• [Collected data]:
──────────────────────────────

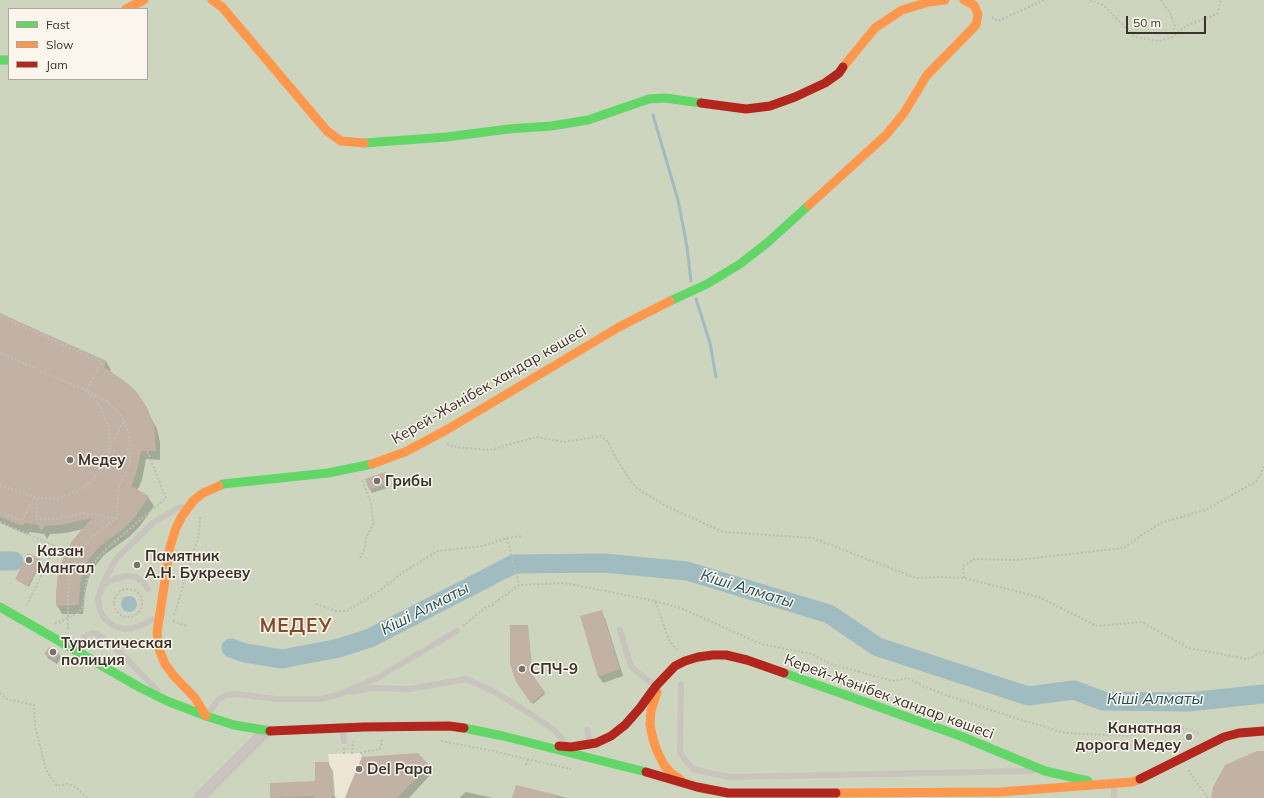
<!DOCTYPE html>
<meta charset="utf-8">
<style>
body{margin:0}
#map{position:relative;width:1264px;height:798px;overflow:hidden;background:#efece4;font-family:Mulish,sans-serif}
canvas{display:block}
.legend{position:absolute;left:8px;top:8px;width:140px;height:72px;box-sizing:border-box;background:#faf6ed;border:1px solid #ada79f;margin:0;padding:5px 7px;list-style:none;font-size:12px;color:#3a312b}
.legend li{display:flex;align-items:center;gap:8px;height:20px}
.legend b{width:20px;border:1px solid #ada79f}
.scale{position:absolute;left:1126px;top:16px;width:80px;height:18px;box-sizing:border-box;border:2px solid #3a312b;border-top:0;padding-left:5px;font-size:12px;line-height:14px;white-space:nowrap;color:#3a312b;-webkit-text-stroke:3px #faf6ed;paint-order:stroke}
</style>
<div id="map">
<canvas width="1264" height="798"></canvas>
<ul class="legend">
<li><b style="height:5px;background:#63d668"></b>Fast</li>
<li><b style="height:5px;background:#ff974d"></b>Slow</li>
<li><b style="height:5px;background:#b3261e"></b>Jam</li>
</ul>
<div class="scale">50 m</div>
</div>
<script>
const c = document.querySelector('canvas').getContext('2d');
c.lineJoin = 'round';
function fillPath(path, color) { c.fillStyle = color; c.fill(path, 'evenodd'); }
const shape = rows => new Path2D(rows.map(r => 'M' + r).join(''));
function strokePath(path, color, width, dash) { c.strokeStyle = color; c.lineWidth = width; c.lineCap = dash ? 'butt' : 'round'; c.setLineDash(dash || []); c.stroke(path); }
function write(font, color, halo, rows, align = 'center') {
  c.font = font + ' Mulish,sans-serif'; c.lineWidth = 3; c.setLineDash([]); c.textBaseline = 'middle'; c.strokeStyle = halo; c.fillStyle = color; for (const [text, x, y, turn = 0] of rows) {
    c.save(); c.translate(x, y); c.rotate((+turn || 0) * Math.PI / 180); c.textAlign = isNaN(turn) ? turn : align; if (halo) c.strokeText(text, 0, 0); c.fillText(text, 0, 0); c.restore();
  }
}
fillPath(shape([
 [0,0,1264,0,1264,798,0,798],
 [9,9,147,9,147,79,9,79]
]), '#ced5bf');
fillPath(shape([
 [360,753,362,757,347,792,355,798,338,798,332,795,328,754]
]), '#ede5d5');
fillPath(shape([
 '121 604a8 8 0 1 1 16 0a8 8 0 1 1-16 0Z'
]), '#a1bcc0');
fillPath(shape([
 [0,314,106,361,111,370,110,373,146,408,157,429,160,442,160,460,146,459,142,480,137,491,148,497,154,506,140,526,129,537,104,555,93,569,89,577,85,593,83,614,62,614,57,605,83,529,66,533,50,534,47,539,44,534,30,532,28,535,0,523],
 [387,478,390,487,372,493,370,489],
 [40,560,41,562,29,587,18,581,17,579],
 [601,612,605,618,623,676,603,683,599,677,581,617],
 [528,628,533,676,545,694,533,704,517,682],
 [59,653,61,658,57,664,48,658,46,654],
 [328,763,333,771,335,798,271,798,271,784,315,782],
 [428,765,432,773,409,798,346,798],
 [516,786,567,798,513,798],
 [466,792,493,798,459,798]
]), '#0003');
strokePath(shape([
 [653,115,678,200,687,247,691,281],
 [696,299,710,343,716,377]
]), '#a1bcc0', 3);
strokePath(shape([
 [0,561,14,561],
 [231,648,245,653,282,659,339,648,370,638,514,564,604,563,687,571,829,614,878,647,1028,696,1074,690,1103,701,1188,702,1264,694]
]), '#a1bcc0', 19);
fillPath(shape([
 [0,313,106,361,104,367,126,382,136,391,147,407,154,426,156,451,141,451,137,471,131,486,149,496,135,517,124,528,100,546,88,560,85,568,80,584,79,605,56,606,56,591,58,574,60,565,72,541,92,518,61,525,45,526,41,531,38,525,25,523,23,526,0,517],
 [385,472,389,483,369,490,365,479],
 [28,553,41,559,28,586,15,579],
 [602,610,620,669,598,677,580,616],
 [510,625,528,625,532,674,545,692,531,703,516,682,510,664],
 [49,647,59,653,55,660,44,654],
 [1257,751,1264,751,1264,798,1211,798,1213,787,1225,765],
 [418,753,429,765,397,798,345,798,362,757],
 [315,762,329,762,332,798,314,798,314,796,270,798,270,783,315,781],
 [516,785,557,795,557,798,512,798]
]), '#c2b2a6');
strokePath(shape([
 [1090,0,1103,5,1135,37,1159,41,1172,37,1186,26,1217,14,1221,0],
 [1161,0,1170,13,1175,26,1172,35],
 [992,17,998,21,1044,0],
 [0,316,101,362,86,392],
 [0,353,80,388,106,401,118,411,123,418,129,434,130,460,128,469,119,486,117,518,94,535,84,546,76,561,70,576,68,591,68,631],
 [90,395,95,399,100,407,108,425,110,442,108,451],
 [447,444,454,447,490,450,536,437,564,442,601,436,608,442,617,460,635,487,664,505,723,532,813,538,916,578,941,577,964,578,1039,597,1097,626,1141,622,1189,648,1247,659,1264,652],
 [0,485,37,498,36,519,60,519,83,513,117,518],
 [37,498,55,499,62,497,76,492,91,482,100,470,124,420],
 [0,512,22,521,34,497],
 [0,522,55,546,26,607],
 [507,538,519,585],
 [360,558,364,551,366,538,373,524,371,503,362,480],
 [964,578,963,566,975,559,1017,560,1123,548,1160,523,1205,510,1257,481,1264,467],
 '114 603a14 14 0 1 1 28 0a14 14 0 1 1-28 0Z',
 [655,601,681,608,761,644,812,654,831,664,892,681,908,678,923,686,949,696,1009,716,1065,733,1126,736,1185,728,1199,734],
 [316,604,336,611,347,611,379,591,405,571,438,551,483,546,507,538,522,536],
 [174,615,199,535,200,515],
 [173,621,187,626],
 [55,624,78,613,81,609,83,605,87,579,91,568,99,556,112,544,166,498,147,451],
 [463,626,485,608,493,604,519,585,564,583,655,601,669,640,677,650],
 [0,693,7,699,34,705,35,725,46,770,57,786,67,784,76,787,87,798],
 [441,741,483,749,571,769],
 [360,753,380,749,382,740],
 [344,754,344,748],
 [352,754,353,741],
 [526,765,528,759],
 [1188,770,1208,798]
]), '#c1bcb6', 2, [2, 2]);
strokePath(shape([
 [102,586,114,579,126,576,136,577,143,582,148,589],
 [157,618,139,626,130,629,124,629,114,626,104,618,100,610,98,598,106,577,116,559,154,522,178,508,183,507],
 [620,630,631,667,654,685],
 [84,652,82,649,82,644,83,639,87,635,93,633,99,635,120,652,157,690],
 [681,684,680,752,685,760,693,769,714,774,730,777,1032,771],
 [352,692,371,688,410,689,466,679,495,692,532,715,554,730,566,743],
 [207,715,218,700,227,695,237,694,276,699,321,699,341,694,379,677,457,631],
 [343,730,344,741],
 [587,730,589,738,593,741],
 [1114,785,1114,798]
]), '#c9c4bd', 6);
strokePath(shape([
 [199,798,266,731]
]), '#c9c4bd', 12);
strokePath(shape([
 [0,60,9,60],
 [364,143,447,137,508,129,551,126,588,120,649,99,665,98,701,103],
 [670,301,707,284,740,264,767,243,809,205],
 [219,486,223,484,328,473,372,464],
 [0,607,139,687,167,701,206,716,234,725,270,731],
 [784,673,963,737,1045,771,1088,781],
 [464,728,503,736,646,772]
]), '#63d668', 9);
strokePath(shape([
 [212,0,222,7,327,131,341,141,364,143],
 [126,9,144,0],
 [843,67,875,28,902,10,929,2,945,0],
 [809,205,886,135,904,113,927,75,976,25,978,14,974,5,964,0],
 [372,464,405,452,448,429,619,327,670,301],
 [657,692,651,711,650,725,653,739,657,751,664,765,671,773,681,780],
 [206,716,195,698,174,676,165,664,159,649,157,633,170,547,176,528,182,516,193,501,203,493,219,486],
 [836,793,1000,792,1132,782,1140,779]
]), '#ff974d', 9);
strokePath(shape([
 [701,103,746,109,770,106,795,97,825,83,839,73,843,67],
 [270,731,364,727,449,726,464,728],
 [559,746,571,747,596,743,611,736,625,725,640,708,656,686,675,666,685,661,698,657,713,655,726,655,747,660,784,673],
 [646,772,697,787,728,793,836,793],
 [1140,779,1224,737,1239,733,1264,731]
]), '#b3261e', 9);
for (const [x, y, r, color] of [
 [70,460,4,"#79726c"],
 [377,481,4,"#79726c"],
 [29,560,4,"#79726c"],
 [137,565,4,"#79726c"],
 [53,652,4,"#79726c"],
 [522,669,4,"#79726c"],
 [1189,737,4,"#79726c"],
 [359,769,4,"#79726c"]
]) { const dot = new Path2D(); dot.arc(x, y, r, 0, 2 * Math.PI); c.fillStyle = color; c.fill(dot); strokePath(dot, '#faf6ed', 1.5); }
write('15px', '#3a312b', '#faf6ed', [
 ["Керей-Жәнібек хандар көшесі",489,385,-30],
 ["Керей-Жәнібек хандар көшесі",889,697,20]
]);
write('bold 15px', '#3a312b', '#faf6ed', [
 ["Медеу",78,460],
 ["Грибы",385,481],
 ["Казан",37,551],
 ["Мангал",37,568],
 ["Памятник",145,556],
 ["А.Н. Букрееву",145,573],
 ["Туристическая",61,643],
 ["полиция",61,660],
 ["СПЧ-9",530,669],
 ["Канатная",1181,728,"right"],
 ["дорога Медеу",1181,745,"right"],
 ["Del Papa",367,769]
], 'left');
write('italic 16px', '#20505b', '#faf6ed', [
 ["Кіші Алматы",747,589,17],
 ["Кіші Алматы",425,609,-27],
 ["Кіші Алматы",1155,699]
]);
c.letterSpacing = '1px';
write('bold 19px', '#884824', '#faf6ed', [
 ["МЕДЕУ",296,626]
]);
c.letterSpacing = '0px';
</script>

──────────────────────────────

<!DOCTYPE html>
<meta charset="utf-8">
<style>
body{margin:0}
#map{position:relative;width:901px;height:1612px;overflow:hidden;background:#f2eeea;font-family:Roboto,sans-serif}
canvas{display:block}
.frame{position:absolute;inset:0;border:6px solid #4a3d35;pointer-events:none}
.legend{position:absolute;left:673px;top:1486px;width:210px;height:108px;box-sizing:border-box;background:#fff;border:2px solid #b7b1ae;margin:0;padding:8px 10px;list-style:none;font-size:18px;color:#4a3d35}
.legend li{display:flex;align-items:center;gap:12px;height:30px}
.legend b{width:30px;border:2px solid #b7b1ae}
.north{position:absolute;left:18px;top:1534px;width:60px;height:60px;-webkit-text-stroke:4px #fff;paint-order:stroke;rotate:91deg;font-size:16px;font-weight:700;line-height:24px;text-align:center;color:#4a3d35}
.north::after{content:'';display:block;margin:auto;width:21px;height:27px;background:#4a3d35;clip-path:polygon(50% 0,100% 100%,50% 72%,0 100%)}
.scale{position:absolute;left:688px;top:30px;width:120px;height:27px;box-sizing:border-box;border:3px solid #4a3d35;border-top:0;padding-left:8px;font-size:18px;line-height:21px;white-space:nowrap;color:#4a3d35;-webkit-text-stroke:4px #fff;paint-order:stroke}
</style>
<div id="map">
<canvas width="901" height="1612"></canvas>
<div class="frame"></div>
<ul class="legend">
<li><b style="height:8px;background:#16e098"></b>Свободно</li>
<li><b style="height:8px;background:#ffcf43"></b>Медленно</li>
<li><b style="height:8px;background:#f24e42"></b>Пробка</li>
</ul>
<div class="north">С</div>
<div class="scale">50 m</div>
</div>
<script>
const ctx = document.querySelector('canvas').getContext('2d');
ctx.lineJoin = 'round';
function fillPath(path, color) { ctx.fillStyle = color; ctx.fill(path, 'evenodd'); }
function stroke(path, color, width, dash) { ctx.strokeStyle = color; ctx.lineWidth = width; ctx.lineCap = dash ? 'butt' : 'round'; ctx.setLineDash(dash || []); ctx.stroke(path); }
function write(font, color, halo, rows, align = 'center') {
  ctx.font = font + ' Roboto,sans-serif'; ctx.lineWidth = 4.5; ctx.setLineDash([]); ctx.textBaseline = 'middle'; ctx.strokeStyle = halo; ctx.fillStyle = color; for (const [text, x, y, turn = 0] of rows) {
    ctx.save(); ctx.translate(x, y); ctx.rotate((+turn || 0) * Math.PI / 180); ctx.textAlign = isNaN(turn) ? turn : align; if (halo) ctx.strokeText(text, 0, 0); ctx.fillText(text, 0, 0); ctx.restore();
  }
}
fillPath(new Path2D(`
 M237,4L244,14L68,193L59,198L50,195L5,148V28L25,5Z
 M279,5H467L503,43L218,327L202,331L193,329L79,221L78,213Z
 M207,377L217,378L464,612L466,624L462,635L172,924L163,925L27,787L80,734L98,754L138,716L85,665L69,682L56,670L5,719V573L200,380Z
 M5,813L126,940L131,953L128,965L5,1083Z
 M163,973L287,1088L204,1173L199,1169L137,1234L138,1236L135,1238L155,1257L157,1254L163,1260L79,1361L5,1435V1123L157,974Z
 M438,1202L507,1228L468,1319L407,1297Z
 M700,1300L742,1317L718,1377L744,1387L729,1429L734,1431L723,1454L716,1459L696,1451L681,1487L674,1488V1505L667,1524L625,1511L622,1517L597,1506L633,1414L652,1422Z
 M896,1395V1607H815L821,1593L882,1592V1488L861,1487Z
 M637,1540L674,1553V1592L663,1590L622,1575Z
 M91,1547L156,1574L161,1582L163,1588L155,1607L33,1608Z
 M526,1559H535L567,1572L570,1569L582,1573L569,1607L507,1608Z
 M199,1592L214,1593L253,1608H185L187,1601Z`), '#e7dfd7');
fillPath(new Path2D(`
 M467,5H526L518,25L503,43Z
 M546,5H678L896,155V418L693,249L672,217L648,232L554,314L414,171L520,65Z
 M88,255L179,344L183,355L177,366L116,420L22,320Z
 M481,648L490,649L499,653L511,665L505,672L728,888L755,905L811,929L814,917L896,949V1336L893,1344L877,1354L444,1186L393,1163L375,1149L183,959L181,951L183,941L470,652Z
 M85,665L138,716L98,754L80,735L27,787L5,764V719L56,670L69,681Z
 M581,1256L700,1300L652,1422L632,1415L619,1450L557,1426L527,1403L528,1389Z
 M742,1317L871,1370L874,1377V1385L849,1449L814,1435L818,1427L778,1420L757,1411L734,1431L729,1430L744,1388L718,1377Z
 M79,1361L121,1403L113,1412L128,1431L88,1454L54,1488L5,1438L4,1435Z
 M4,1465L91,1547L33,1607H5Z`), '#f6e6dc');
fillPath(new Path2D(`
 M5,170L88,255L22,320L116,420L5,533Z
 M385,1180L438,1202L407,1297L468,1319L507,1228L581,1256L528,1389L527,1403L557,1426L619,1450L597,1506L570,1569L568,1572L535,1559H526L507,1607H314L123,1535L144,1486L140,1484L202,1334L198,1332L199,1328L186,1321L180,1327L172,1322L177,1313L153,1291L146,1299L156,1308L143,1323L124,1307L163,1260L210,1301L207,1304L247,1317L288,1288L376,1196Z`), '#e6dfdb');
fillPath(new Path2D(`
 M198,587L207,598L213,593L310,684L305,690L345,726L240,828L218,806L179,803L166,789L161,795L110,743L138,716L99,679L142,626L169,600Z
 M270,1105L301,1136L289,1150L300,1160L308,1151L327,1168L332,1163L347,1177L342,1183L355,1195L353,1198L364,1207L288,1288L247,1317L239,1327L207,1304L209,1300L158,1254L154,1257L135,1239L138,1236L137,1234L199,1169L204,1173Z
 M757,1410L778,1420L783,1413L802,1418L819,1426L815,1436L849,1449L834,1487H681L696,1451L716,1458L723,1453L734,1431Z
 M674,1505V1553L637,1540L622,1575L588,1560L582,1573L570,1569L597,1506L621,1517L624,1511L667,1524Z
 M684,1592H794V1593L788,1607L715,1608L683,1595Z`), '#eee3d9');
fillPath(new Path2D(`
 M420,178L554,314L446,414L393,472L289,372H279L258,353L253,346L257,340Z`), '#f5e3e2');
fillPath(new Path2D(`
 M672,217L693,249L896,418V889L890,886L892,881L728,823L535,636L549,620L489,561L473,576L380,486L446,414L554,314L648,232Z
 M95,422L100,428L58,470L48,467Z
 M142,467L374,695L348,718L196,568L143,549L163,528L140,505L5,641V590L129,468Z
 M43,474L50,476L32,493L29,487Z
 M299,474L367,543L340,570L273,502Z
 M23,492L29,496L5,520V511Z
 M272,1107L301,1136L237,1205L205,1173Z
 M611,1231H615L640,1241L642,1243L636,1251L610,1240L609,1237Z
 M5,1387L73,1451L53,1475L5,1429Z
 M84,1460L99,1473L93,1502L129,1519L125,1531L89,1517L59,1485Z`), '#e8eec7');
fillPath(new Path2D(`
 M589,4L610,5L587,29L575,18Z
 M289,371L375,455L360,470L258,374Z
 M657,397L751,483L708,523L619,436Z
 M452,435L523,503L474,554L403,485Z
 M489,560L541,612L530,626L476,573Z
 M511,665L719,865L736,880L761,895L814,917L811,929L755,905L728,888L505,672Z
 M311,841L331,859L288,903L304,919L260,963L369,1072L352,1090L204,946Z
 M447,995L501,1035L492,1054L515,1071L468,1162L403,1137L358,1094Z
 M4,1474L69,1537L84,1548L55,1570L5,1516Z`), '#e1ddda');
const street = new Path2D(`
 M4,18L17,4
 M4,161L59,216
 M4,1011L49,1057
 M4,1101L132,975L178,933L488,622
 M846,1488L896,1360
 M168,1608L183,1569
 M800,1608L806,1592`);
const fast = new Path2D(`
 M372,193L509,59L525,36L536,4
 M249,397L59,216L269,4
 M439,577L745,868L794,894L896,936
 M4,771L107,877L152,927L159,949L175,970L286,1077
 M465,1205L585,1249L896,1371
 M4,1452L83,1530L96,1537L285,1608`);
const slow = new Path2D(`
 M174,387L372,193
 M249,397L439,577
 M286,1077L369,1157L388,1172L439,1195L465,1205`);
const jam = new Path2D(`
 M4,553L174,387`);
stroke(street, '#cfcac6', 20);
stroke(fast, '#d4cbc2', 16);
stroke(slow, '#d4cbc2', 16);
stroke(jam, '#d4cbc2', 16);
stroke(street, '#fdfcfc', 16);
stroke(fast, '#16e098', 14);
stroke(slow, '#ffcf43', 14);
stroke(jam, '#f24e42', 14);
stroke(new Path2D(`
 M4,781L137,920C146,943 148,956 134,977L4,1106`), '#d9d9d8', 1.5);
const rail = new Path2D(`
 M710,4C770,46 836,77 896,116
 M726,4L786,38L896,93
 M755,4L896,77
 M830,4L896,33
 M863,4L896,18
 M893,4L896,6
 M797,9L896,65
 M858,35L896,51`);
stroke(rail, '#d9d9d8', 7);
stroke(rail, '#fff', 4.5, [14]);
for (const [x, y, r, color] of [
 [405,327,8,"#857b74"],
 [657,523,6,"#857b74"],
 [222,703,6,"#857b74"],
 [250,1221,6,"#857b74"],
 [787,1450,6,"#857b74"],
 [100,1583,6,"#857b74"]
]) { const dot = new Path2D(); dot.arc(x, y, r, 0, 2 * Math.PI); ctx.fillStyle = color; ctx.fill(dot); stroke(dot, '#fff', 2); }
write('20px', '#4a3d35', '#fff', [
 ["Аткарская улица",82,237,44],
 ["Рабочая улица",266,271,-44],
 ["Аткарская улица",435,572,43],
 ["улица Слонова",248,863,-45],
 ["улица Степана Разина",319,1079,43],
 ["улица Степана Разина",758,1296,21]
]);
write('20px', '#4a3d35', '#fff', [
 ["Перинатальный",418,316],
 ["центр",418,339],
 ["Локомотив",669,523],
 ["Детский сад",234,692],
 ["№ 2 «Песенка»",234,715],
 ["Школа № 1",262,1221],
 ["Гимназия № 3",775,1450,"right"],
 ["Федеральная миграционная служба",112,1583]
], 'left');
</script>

──────────────────────────────

• [Problem details]:
Could you return all lines from the records that include the word "canvas"?

• [Expected output]:
canvas{display:block}
<canvas width="1264" height="798"></canvas>
const c = document.querySelector('canvas').getContext('2d');
canvas{display:block}
<canvas width="901" height="1612"></canvas>
const ctx = document.querySelector('canvas').getContext('2d');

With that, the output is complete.